Stored data
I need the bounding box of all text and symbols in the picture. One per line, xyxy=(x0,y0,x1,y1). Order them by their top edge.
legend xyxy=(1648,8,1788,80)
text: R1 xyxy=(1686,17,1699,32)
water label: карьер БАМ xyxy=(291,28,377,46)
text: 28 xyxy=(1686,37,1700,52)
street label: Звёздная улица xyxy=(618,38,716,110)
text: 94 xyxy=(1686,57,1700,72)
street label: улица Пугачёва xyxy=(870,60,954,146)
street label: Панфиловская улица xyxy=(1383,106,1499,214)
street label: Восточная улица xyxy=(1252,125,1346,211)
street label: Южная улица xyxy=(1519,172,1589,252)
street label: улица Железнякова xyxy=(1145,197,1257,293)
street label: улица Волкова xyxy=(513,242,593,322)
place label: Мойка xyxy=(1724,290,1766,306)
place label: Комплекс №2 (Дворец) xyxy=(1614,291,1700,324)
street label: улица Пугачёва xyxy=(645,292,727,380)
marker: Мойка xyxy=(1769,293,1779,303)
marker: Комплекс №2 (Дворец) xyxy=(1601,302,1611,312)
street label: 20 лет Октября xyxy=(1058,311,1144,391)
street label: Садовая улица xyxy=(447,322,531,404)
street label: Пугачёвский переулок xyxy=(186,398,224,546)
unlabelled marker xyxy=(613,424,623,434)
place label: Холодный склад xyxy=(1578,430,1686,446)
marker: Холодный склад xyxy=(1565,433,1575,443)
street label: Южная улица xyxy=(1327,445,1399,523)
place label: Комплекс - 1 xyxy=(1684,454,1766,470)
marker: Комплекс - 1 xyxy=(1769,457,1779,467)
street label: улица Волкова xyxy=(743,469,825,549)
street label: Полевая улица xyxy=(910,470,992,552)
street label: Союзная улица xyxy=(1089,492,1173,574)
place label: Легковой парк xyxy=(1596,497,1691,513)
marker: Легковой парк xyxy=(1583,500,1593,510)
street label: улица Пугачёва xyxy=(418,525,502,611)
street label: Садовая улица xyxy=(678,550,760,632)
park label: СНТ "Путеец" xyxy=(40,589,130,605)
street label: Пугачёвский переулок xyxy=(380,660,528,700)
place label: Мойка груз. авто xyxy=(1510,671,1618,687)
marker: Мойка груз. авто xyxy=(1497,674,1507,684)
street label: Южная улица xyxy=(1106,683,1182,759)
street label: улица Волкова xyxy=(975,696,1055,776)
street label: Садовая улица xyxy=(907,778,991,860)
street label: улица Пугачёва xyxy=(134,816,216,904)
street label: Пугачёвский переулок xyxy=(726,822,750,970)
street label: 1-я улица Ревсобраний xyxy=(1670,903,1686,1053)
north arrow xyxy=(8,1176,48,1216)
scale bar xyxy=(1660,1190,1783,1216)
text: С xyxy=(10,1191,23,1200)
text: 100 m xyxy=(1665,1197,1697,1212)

Exercise prompt: Every line in the data that holds the string "переулок" should be copied.

Answer to the exercise:
street label: Пугачёвский переулок xyxy=(186,398,224,546)
street label: Пугачёвский переулок xyxy=(380,660,528,700)
street label: Пугачёвский переулок xyxy=(726,822,750,970)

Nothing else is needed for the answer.